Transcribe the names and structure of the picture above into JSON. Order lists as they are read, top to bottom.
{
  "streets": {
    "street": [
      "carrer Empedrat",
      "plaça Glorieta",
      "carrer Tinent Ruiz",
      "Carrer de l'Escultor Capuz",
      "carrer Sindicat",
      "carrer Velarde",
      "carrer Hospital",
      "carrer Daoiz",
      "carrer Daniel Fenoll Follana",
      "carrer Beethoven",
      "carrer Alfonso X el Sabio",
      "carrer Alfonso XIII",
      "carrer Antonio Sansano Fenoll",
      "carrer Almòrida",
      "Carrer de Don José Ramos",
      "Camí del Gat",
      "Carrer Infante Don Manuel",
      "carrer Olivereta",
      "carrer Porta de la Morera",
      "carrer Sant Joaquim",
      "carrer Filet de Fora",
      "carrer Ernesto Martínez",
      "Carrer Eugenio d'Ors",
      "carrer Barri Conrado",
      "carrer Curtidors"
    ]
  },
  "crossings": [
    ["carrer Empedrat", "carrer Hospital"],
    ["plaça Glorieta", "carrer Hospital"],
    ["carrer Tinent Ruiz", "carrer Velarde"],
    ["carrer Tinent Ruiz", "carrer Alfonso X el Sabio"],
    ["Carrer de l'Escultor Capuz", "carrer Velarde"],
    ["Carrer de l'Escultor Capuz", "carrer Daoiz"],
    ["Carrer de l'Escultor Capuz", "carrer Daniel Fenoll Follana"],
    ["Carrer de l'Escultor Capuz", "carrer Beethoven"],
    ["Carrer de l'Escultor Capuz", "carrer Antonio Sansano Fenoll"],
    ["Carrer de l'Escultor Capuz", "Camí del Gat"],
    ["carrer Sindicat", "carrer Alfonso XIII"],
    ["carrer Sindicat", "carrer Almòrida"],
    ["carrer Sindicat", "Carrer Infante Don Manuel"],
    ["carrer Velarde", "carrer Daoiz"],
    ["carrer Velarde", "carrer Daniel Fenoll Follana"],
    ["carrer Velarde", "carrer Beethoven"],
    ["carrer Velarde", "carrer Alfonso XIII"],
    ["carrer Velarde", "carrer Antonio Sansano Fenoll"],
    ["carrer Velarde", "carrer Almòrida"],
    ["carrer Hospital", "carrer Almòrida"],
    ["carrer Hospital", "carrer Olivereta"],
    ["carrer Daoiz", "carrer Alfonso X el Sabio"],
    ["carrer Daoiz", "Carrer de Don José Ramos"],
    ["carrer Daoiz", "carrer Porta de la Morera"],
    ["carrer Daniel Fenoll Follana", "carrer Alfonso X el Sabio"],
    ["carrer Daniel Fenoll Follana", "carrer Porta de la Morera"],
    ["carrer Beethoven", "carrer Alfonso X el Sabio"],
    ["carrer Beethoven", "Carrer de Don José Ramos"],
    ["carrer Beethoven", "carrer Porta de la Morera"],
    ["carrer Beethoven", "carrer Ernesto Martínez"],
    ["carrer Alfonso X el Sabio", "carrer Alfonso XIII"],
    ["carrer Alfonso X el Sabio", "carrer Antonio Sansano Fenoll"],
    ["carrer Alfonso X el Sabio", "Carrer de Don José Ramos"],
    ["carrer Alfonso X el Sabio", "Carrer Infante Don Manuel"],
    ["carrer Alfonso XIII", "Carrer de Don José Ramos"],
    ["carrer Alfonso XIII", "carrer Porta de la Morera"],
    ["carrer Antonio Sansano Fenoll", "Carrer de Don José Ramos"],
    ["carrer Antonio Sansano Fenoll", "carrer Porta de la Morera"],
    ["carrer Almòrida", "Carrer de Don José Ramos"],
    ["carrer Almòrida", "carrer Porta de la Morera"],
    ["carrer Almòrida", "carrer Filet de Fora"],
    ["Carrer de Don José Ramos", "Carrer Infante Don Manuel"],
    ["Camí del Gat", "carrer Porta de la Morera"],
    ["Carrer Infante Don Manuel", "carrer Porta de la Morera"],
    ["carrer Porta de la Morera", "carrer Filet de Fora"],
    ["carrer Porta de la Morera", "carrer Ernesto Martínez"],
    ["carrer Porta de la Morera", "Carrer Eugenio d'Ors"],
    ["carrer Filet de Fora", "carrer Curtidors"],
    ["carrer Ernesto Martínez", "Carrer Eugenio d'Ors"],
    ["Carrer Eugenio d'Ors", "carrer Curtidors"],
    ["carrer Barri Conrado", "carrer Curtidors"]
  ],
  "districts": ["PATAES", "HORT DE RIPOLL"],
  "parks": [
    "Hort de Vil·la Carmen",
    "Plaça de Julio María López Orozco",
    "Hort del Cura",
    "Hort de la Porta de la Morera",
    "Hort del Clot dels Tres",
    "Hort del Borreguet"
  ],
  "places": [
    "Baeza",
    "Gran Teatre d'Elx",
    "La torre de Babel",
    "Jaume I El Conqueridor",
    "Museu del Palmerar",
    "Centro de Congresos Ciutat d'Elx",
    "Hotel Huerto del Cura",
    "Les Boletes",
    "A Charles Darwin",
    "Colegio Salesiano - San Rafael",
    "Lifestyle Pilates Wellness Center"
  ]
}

##############################

## PROBLEM DETAILS
Scan the material above for the word "Conrado". Copy each line where it occurs.

## RESULT
      "carrer Barri Conrado",
    ["carrer Barri Conrado", "carrer Curtidors"]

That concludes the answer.